GOODYEAR, Ariz.—As Baseball America reported on Tuesday, the Reds have moved to add an Appalachian League club to their system. On Wednesday, the team announced they had been granted the rights to affiliate with Greeneville, which the Astros recently vacated, starting in 2018.
The transaction isn’t final, but it is in the home stretch. The Reds need to settle on an operator for the club and must also work out the terms of a lease with Tusculum (Tenn.) College for the use of their Pioneer Park, and the deal must then go to the league for approval. All of these things seem likely to proceed smoothly, and the deal could be finalized by the Winter Meetings.
Greeneville will not be a replacement for Cincinnati’s current Rookie-level affiliate in the Pioneer League, nor will it supplant its Arizona League team. The Reds are only interested in adding to their system and providing themselves with more options for places to send their youngest prospects.
“It’s something we’re really excited about and something that we’ve been working on trying to be opportunistic with and just think it will open up a lot of doors, both in the draft and developmentally, for us,” Reds farm director Jeff Graupe said on Wednesday. “I think beyond extra spots, it’s more that we’ll be able to work at a higher efficiency. We’ve looked at some of the teams that have been successful with it, and I think you’re just able to generate more playing time for what we designate as the priority guys.”
For example, if the Reds had two stud shortstops at the same developmental stage but didn’t want them to have to fight for playing time on the same team, they could send one to Rookie-level Billings in the Pioneer League, and one to Greeneville in the Appy. Both get the benefit of everyday play in Rookie leagues without having to alternate positions to accommodate one another.

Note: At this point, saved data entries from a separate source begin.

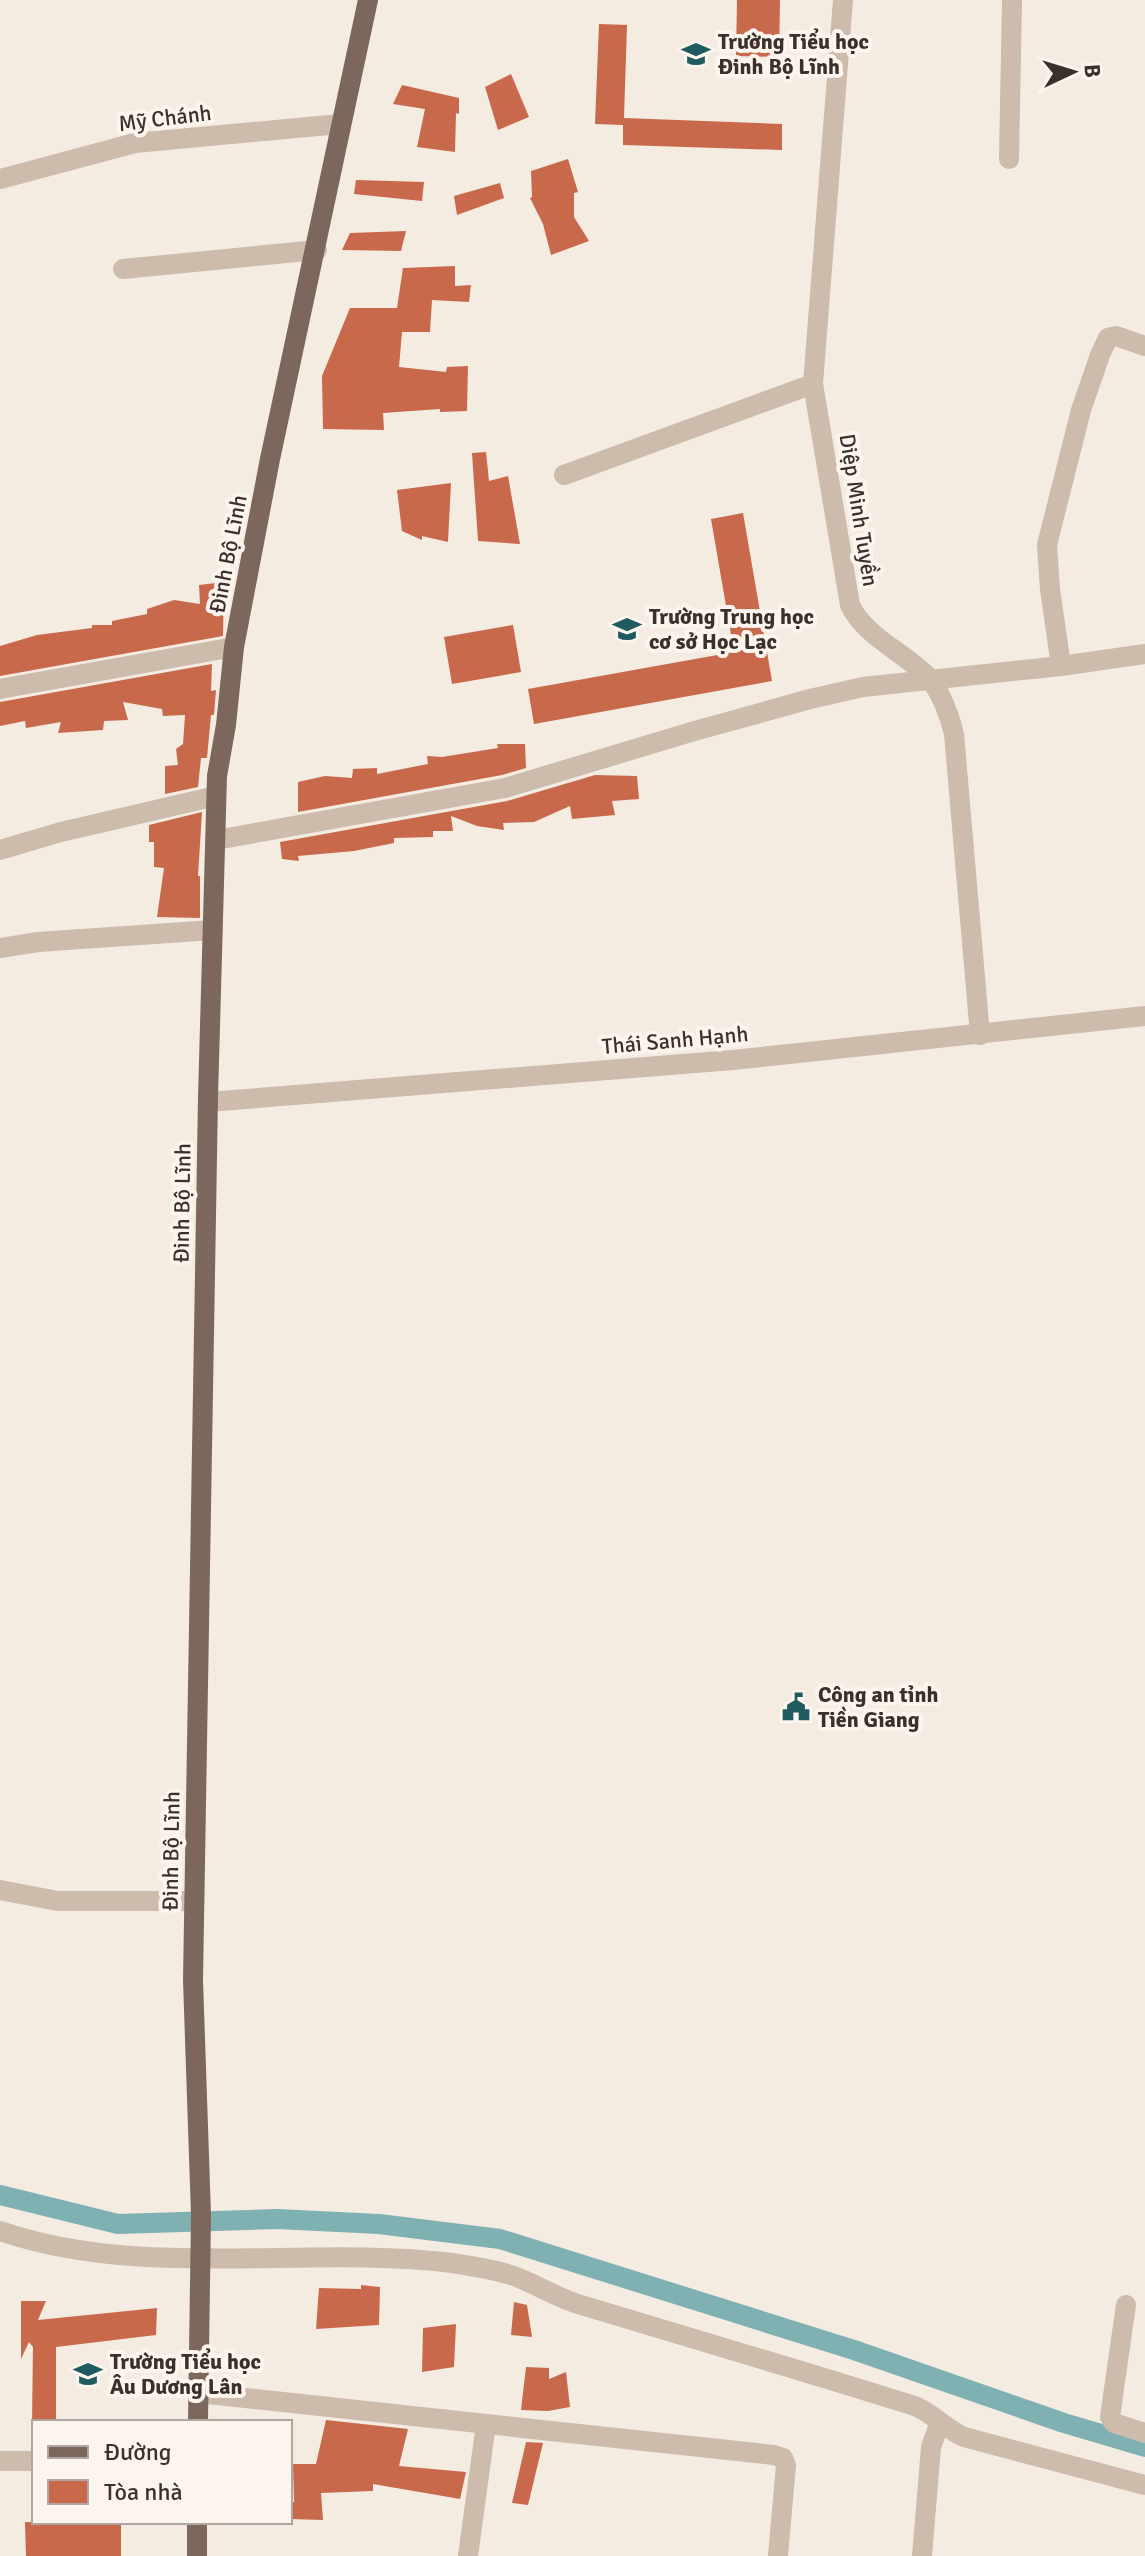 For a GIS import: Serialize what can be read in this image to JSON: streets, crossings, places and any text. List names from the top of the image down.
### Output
{
  "streets": {
    "main road": ["Đinh Bộ Lĩnh"],
    "street": ["Mỹ Chánh", "Diệp Minh Tuyền", "Thái Sanh Hạnh"]
  },
  "crossings": [
    ["Mỹ Chánh", "Đinh Bộ Lĩnh"],
    ["Diệp Minh Tuyền", "Thái Sanh Hạnh"],
    ["Đinh Bộ Lĩnh", "Thái Sanh Hạnh"]
  ],
  "places": {
    "school or university": ["Trường Tiểu học Đinh Bộ Lĩnh", "Trường Trung học cơ sở Học Lạc", "Trường Tiểu học Âu Dương Lân"],
    "public building": ["Công an tỉnh Tiền Giang"]
  },
  "legend": ["Đường", "Tòa nhà"],
  "north": "right"
}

It also avoids the idea of having to have prospects repeat the Rookie-level Arizona League. One summer during the unrelenting heat of the “fire league” is more than enough for one player, and having a second option for advancement will only help the Reds avoid that situation.
“The AZL’s really difficult to repeat, just because of the conditions,” Graupe said. “To be able to use the complex for our youngest players in the (United) States but to not have to rely on it for playing time for kids who spent at least a year in pro ball, I think it will just let us get a lot more done.”
The Reds don’t have a set plan yet about how they’ll determine which players will go to which team, but they want to make sure not to water down either affiliate and risk souring relationships; Billings has been a Reds affiliate since 1974. That said, each league presents a different challenge because of their respective atmospheres.
“I think we’ll take a little bit of a look at development tracks,” Graupe said. “Whether you want to challenge a pitcher in the Pioneer League or you want to challenge a hitter in the Appy League. We understand the conditions and we’ll figure out what’s best for each guy.”